问题
I have a following file:
File
----
12-3 John 121
5-1 Sam 122
The file is tab(\t
) delimited. I am loading the row as line:chararray
as I want the data not to be split in individual fields.
And now, I want to pull and store the details (12-3, and 5-1) as separate data.
I am trying with STRSPLIT
and REGEX_EXTRACT_ALL
, but the data doesn't seem to match.
splitdata = FOREACH filedata {
regex = REGEX_EXTRACT_ALL(line, '^([0-9]*)\\-([0-9]*)');
split = STRSPLIT(line, '\\t', 1);
GENERATE regex, split;
};
This is how I want my final data to be:
(12, 3, 12-3 John 121)
( 5, 1, 5-1 Sam 122)
回答1:
What about:
A = LOAD .... AS (line:chararray);
B = FOREACH A GENERATE FLATTEN(REGEX_EXTRACT_ALL(line, '^(.*)\t(.*)\t(.*)$'))

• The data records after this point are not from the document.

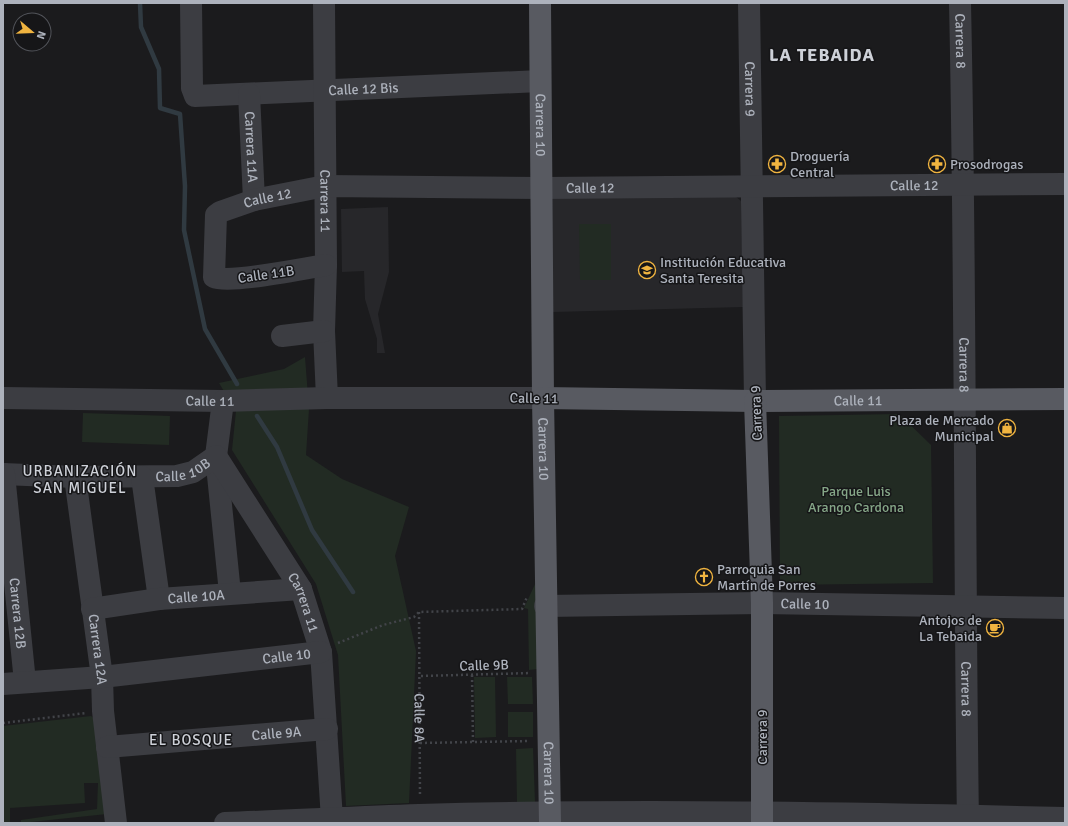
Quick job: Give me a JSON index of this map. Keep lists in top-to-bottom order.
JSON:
{
  "streets": {
    "main road": ["Carrera 9", "Carrera 10", "Calle 11"],
    "street": [
      "Carrera 8",
      "Calle 12 Bis",
      "Carrera 11A",
      "Calle 12",
      "Carrera 11",
      "Calle 11B",
      "Calle 10B",
      "Calle 10A",
      "Calle 10",
      "Carrera 12B",
      "Carrera 12A",
      "Calle 9A"
    ],
    "path": ["Calle 9B", "Calle 8A"]
  },
  "crossings": [
    ["Carrera 8", "Calle 12"],
    ["Carrera 8", "Calle 11"],
    ["Carrera 8", "Calle 10"],
    ["Calle 12 Bis", "Carrera 10"],
    ["Calle 12 Bis", "Carrera 11A"],
    ["Calle 12 Bis", "Carrera 11"],
    ["Carrera 9", "Calle 12"],
    ["Carrera 9", "Calle 11"],
    ["Carrera 9", "Calle 10"],
    ["Carrera 10", "Calle 12"],
    ["Carrera 10", "Calle 11"],
    ["Carrera 10", "Calle 10"],
    ["Carrera 10", "Calle 9B"],
    ["Carrera 11A", "Calle 12"],
    ["Calle 12", "Carrera 11"],
    ["Calle 12", "Calle 11B"],
    ["Carrera 11", "Calle 11B"],
    ["Carrera 11", "Calle 11"],
    ["Carrera 11", "Calle 10B"],
    ["Carrera 11", "Calle 10A"],
    ["Carrera 11", "Calle 10"],
    ["Carrera 11", "Calle 9A"],
    ["Calle 10B", "Carrera 12B"],
    ["Calle 10B", "Carrera 12A"],
    ["Calle 10A", "Carrera 12A"],
    ["Calle 10", "Carrera 12B"],
    ["Calle 10", "Carrera 12A"],
    ["Calle 10", "Calle 8A"],
    ["Carrera 12A", "Calle 9A"],
    ["Calle 9B", "Calle 8A"]
  ],
  "districts": ["LA TEBAIDA", "URBANIZACIÓN SAN MIGUEL", "EL BOSQUE"],
  "parks": ["Parque Luis Arango Cardona"],
  "places": {
    "pharmacy": ["Droguería Central", "Prosodrogas"],
    "school or university": ["Institución Educativa Santa Teresita"],
    "shop": ["Plaza de Mercado Municipal"],
    "church": ["Parroquia San Martín de Porres"],
    "cafe": ["Antojos de La Tebaida"]
  },
  "north": "right"
}
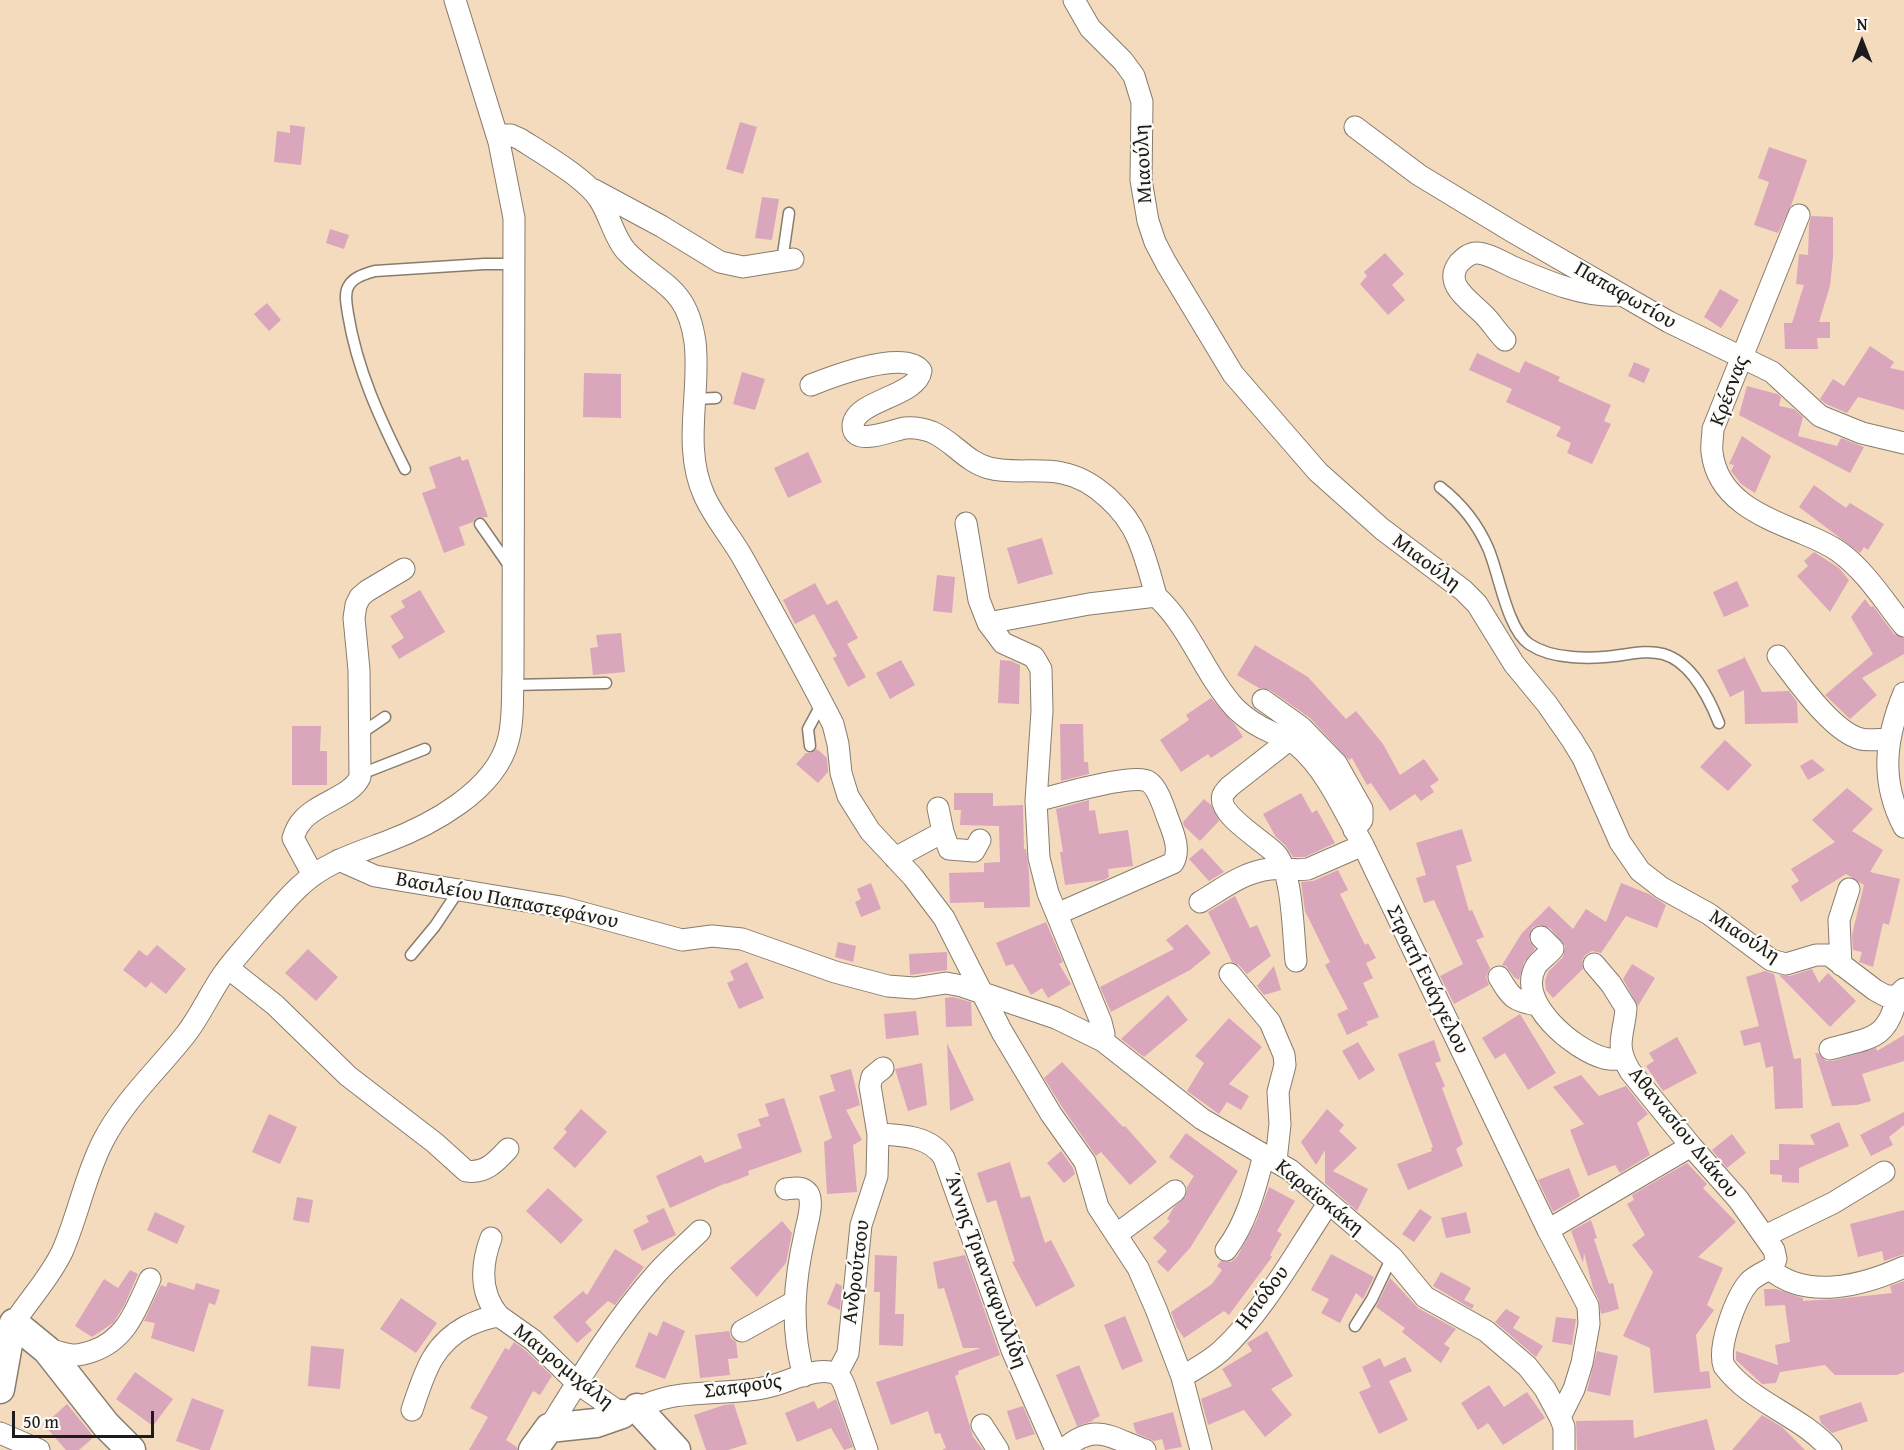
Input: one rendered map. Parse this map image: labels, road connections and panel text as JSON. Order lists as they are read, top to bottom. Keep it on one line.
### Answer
{"streets":{"street":["Μιαούλη","Παπαφωτίου","Κρέσνας","Βασιλείου Παπαστεφάνου","Στρατή Ευάγγελου","Αθανασίου Διάκου","Καραϊσκάκη","Άννης Τριανταφυλλίδη","Ανδρούτσου","Ησιόδου","Μαυρομιχάλη","Σαπφούς"]},"crossings":[["Παπαφωτίου","Κρέσνας"],["Βασιλείου Παπαστεφάνου","Καραϊσκάκη"],["Στρατή Ευάγγελου","Καραϊσκάκη"],["Καραϊσκάκη","Ησιόδου"],["Άννης Τριανταφυλλίδη","Ανδρούτσου"],["Μαυρομιχάλη","Σαπφούς"]],"scale_bar":"50 m","north":"top"}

AS (id:chararray, name:chararray, nameid:chararray);
C = FOREACH B GENERATE FLATTEN(REGEX_EXTRACT_ALL(id, '^([0-9]*)\\-([0-9]*)')),
id, name, nameid;
STORE C INTO ...
If you would split the lines into fields along \t when loading, you could skip B = ...
回答2:
Thanks Lorand.
Since you gave a little idea about how to use the REGEX_EXTRACT_ALL
, here is how I finally used it.
FOREACH A GENERATE FLATTEN(REGEX_EXTRACT_ALL(line, '^([0-9]*)\\-([0-9]*).*'))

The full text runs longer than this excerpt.